## TRY IT
Lines below starting with the line with "position:absolute; left:18px; top:18px;" and going on through the line with "border:9px solid #d22;" must be output exactly; the rest of the records must be left out.

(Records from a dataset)
........
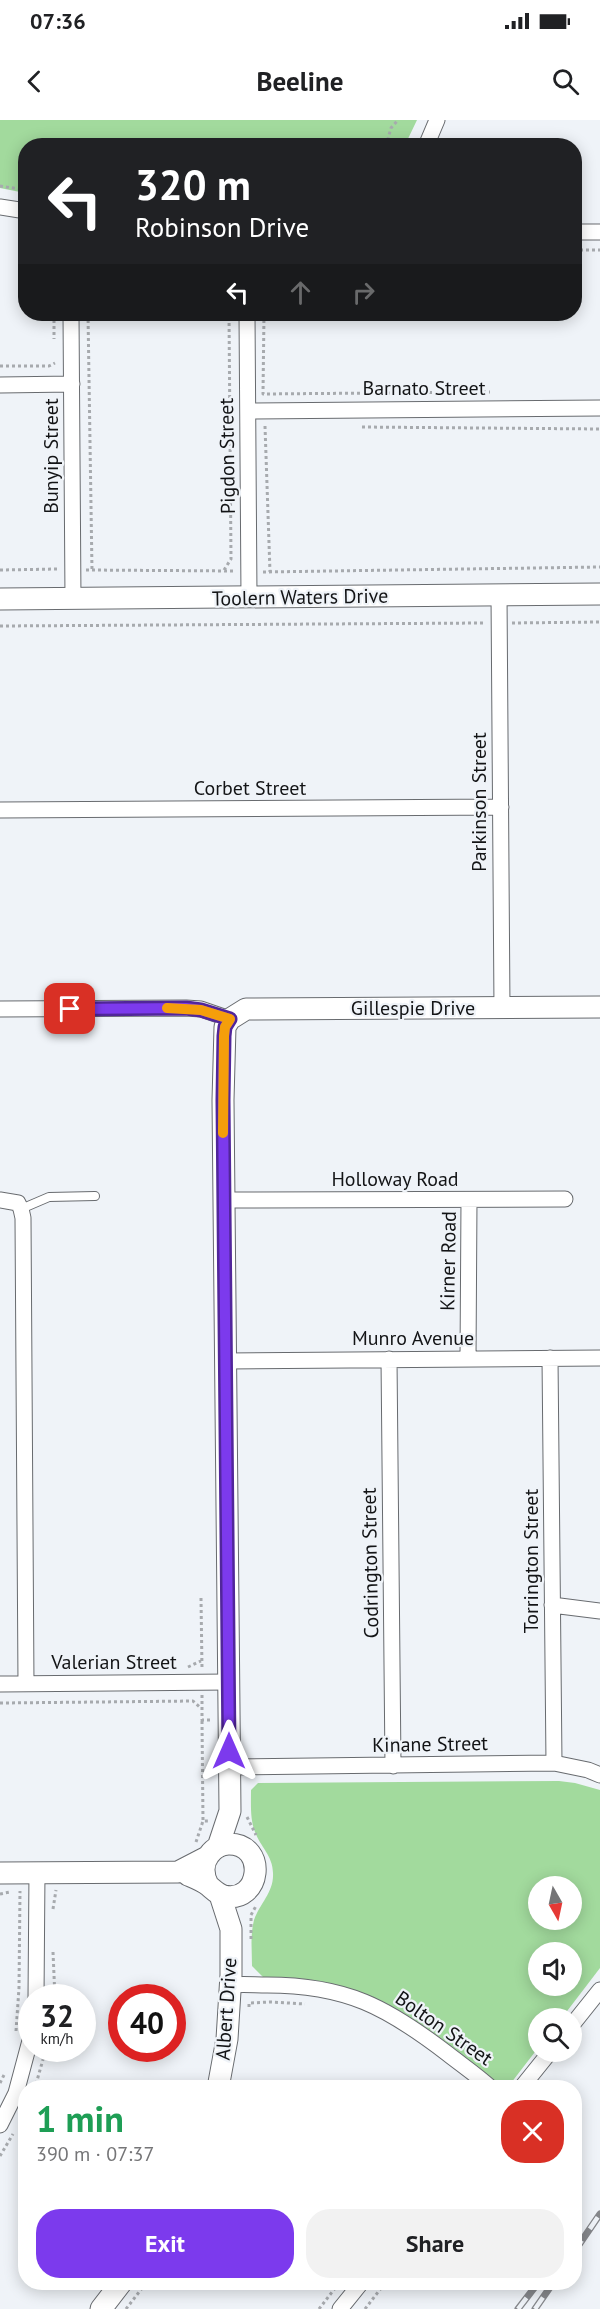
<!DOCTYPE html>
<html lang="en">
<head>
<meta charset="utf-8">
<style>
  body { margin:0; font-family:"PT Sans",sans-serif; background:#f2f2f2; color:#202124; height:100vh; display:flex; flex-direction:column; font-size:22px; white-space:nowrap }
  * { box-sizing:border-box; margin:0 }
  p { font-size:20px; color:#757577 }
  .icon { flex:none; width:33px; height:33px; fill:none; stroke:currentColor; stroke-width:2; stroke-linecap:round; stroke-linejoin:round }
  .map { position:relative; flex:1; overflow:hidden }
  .side { position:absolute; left:18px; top:1960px; width:564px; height:210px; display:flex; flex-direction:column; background:#fff; border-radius:24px; box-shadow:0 3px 15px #0003 }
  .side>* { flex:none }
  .guide { position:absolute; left:18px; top:18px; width:564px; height:183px; border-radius:24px; box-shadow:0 3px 15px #0003; background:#202124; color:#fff; overflow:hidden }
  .needle { width:39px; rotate:171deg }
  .buttons { position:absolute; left:528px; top:1756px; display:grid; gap:12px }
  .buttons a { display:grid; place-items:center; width:54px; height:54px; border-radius:50%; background:#fff; box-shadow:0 3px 15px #0003; font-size:30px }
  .speed { position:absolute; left:18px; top:1864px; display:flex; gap:12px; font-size:30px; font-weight:700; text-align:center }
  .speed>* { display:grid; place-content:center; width:78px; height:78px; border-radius:50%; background:#fff; box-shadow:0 3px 15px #0003; line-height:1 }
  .speed small { font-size:15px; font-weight:400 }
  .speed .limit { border:9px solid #d22; background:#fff; color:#111 }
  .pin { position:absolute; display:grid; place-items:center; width:51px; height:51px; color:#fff; margin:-26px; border-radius:12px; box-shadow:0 3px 9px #0006 }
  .me { position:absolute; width:66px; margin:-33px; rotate:0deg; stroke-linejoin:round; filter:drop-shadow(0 0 4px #0008) }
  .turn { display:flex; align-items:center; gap:21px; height:126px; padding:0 18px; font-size:27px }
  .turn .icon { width:78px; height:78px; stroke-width:2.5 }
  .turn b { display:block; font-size:42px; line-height:51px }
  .lanes { display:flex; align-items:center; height:57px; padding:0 18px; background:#0003; justify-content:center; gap:30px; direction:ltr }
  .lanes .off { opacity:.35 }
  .round { display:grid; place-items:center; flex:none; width:63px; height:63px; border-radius:24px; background:#f2f2f2 }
  .overview { display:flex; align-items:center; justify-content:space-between; height:102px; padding:0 18px }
  h1 { font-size:36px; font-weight:700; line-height:45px; color:#1e9e55 }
  .primary-button { display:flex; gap:12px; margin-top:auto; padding:12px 18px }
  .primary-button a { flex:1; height:69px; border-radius:24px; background:#7c3aed; color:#fff; font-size:24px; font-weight:700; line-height:69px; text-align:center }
  .primary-button a+a { background:#f2f2f2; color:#202124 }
  .status { display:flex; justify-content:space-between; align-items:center; height:42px; padding:0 30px; background:#fff; direction:ltr }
  .status svg { height:16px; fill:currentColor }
  header { display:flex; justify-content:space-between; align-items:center; height:78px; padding:0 18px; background:#fff; font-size:27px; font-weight:700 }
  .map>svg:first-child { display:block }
  .green { fill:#a2da9d; fill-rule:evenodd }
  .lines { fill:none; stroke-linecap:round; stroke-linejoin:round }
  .lane-casing { stroke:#686b6f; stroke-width:10 }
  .street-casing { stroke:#686b6f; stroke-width:17 }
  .secondary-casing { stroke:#686b6f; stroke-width:23 }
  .path { stroke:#a7aaae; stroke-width:3; stroke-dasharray:3 3; stroke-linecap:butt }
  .lane { stroke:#fff; stroke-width:8 }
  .street { stroke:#fff; stroke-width:15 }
  .secondary { stroke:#fff; stroke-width:21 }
  .rail-casing { stroke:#85878b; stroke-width:7 }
  .rail { stroke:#eff3f8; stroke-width:4.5; stroke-dasharray:14; stroke-linecap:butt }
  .route-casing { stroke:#51269a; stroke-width:15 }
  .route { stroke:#7c3aed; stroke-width:10 }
  .slow { stroke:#f59e0b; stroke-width:10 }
  .labels { text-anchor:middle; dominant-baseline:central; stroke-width:4.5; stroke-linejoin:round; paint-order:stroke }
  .street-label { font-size:20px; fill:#131416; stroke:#eff3f8 }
</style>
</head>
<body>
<div class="status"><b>07:36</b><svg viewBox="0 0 49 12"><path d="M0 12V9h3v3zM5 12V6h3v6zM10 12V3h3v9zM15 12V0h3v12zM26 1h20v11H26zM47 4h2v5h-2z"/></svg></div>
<header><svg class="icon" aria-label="back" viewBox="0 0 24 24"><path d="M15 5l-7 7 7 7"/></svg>Beeline<svg class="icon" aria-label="search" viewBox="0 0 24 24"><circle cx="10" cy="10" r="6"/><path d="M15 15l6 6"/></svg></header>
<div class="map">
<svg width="600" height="2189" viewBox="0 0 600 2189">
  <rect width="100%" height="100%" fill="#eff3f8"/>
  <path class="green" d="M0 0H417L405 25 26 26 25 73 0 68Z
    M559 1661 575 1663 600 1670V1848L561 1899H538V1928L511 1963 501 1965C418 1901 374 1856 263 1857L252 1846C252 1831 250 1815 254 1800 260 1783 274 1772 273 1753 273 1736 260 1726 255 1712 250 1699 251 1684 251 1670L258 1663ZM538 1767H572V1800H538ZM538 1833H572V1866H538Z"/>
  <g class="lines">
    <g class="lane-casing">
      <path id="lane" d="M21 1089 49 1077 95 1076"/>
    </g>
    <g class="street-casing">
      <path id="street" d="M426 26 437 0
        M0 87 26 91
        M574 112H600
        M71 194 73 479
        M247 194 249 477
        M0 265 72 264
        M248 291 600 288
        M499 475 502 888
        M0 690 501 687
        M0 889 186 888 201 889 230 899
        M0 1080 18 1083 21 1089 23 1098 26 1564
        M224 1080 565 1079
        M550 1238 554 1643
        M389 1239 393 1646
        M468 1239 469 1080
        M226 1241 600 1238
        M552 1485 600 1491
        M0 1564 229 1562
        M229 1647 554 1643 588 1650 600 1655
        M231 1865C243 1864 255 1865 267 1865 346 1865 387 1887 448 1934 462 1945 478 1956 491 1968
        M36 1878 37 1752
        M572 1905 600 1870
        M521 1968 550 1932
        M0 2005 16 1973 32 1913
        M340 2189 361 2163"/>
    </g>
    <g class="secondary-casing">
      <path id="secondary" d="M0 479 600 474
        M218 1727 230 1691 223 980 225 907 230 899 246 889 600 887
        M0 1753 178 1752 207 1737
        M188 1755C195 1758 203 1761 209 1766 214 1770 217 1774 224 1776 261 1784 268 1724 229 1724 222 1724 214 1728 209 1735 202 1744 203 1755 208 1765
        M218 1968 227 1919 231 1855V1809L220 1775
        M101 2189 121 2163"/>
    </g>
    <path class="path" d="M386 26 391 8 398 0
      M0 66 26 70
      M574 130H600
      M54 194V219
      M88 194 92 450
      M264 194 263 274 490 272
      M0 246H49L55 243
      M265 306 270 452
      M362 307 600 309
      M0 450 58 449
      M86 450 235 451
      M224 450 231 439 229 194
      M263 452 600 447
      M512 503 600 502
      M0 506 484 503
      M201 1478 202 1548
      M188 1547 201 1541
      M202 1575V1600H213
      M0 1583 193 1581 202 1589
      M202 1601 203 1701
      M247 1697 256 1715
      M196 1722 203 1701H208
      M0 1774 10 1772
      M53 1789 56 1770
      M251 1795 256 1786
      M251 1819V1795
      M53 1832 55 1878
      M249 1887V1883L271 1882 305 1884
      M16 1911 19 1868 20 1771
      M0 1963 4 1955
      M36 1964 46 1929
      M0 2036 13 2014
      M126 2189 146 2163
      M319 2189 339 2163
      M365 2189 385 2163"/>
    <use href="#lane" class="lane"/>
    <use href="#street" class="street"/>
    <use href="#secondary" class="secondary"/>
    <g class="rail-casing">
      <path id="rail" d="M574 2132 600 2094
        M518 2189 538 2163
        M535 2189 553 2163"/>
    </g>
    <use href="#rail" class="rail"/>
  </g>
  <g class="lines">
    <g class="route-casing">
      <path id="route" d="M70 889 186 888 201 890 230 899 225 907 224 916 223 980 229 1631"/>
    </g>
    <use href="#route" class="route"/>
    <path class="slow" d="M167 888 201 890 230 899 225 907 224 916 223 1013"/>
  </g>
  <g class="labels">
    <g class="street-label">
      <text x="424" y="268">Barnato Street</text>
      <text transform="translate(51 336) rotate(-90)">Bunyip Street</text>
      <text transform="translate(227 336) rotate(-91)">Pigdon Street</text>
      <text transform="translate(300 477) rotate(-1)">Toolern Waters Drive</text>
      <text x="250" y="668">Corbet Street</text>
      <text transform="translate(479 682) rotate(-90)">Parkinson Street</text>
      <text x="413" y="888">Gillespie Drive</text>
      <text x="395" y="1059">Holloway Road</text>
      <text transform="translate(448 1141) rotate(-89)">Kirner Road</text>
      <text x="413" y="1218">Munro Avenue</text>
      <text transform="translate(531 1441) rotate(-90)">Torrington Street</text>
      <text transform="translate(370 1443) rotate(-91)">Codrington Street</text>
      <text x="114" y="1542">Valerian Street</text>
      <text transform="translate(430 1624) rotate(-1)">Kinane Street</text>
      <text transform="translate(226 1889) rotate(-86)">Albert Drive</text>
      <text transform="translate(444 1908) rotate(35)">Bolton Street</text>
    </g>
  </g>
</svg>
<div class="buttons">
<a><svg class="needle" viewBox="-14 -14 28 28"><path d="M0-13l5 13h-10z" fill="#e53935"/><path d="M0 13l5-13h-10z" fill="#757577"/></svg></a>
<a><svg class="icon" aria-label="sound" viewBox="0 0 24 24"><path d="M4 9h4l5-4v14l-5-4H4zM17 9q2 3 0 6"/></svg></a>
<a><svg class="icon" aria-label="search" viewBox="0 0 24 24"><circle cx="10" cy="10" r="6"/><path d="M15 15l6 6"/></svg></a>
</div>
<div class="speed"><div>32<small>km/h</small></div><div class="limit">40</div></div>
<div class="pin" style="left:70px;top:889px;background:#d93025"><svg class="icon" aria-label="arrive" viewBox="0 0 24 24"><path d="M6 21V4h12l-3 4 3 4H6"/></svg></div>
<svg class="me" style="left:229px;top:1631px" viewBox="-20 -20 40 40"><path d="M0-17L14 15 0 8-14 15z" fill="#7c3aed" stroke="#fff" stroke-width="4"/></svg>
<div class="guide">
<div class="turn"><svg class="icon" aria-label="left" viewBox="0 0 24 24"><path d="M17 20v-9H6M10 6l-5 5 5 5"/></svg><div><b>320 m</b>Robinson Drive</div></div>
<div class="lanes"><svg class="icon" aria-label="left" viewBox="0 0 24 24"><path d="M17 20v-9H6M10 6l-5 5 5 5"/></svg><svg class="icon off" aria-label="ahead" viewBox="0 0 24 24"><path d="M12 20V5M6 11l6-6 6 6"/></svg><svg class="icon off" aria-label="right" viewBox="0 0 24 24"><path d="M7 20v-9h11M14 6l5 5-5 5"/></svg></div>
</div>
<section class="side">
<div class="overview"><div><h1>1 min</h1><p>390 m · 07:37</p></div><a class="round" style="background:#d93025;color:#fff"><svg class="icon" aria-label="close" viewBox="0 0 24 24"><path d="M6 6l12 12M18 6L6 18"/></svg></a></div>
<div class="primary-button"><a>Exit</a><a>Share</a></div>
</section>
</div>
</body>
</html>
........
## TASK ANSWER
  .guide { position:absolute; left:18px; top:18px; width:564px; height:183px; border-radius:24px; box-shadow:0 3px 15px #0003; background:#202124; color:#fff; overflow:hidden }
  .needle { width:39px; rotate:171deg }
  .buttons { position:absolute; left:528px; top:1756px; display:grid; gap:12px }
  .buttons a { display:grid; place-items:center; width:54px; height:54px; border-radius:50%; background:#fff; box-shadow:0 3px 15px #0003; font-size:30px }
  .speed { position:absolute; left:18px; top:1864px; display:flex; gap:12px; font-size:30px; font-weight:700; text-align:center }
  .speed>* { display:grid; place-content:center; width:78px; height:78px; border-radius:50%; background:#fff; box-shadow:0 3px 15px #0003; line-height:1 }
  .speed small { font-size:15px; font-weight:400 }
  .speed .limit { border:9px solid #d22; background:#fff; color:#111 }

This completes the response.